Why the specialist market exists
A bank's machine is built to say yes cheaply to identical loans. Bridging is the opposite trade: every deal is different, decisions are made by people reading the whole picture, and funds move in days. Specialists price for that work — their money costs more than a bank's — and in exchange they lend on properties, borrowers and timelines a bank couldn't process at any price. Neither model is wrong. They're built for different jobs.
The problem several hundred lenders creates
Appetite is invisible from outside. One lender loves land, another won't touch it; one prices heavy refurb aggressively this quarter, another quietly stopped taking it in May. Criteria move constantly — with funding lines, with loan books filling, with last month's losses. A rate card tells you what was true when it was printed. This is the actual reason brokers and platforms exist in this market: not access to some secret door, but a live map of who wants what, today.

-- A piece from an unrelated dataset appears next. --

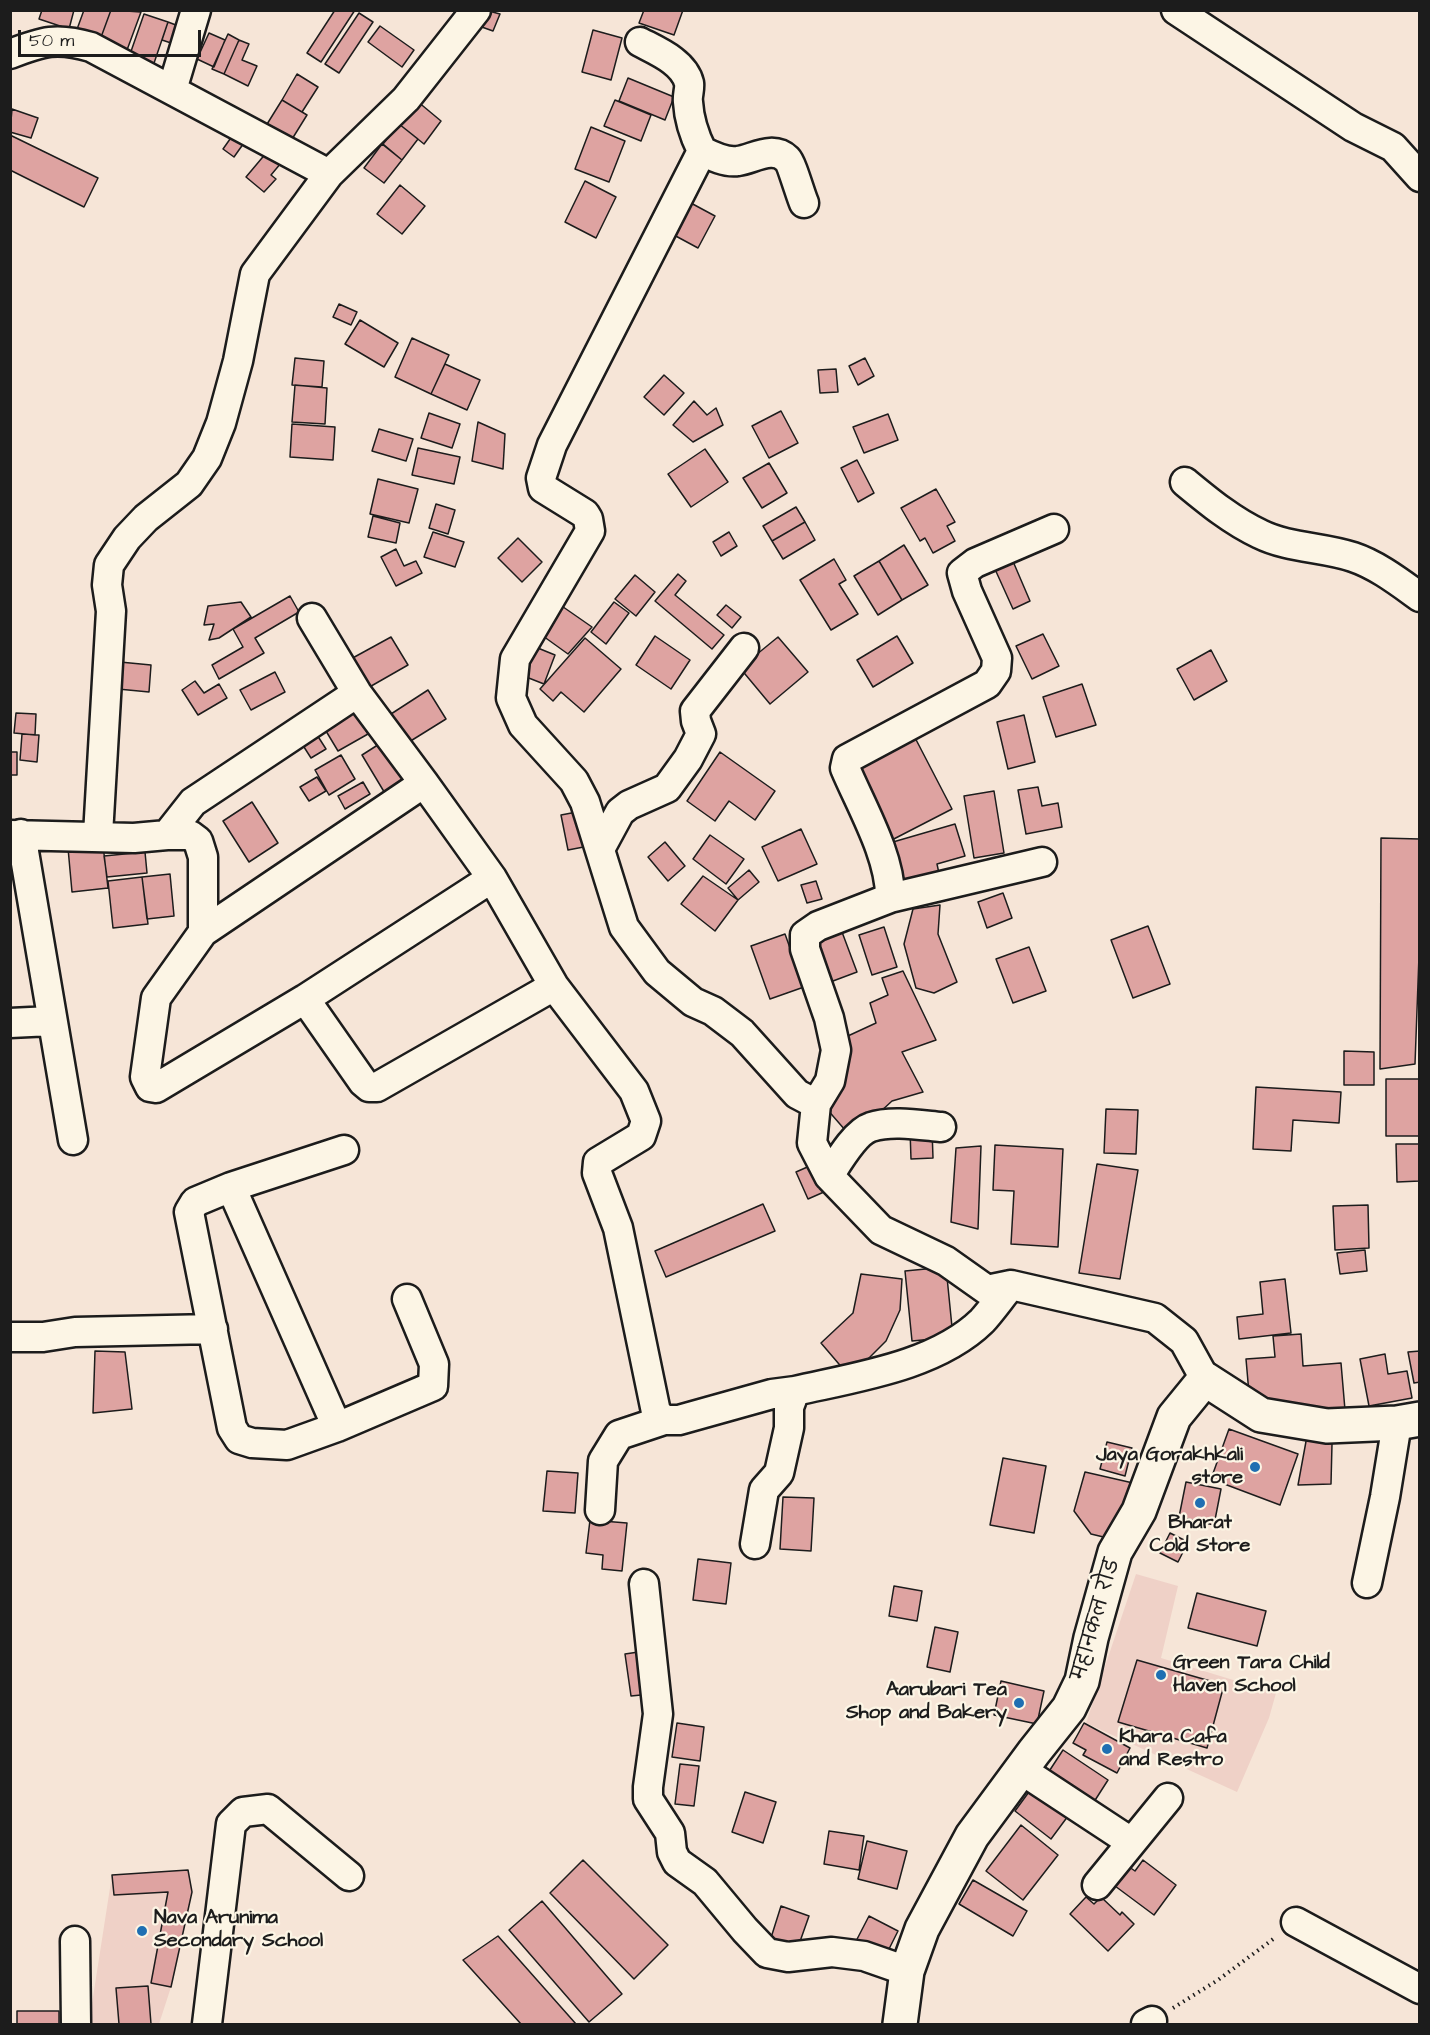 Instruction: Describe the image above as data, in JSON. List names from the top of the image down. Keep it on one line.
{"streets":{"main road":["महानकल रोड"]},"places":["Jaya Gorakhkali store","Bharat Cold Store","Green Tara Child Haven School","Aarubari Tea Shop and Bakery","Khara Cafa and Restro","Nava Arunima Secondary School"],"scale_bar":"50 m"}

How to choose between specialists
Price matters, obviously. But weigh completion behaviour just as hard: does this lender's legal process move, do they re-trade terms at the eleventh hour, do they fund on the day they promised? A loan at 0.85% that completes two weeks late can cost more than one at 0.95% that lands on time — and that behavioural record is precisely what our lender league table measures across real completions.
Ask any lender two questions: what's your average instruction-to-completion time this year, and what share of your issued terms complete unchanged? The confident ones answer with numbers. The pause tells you everything else.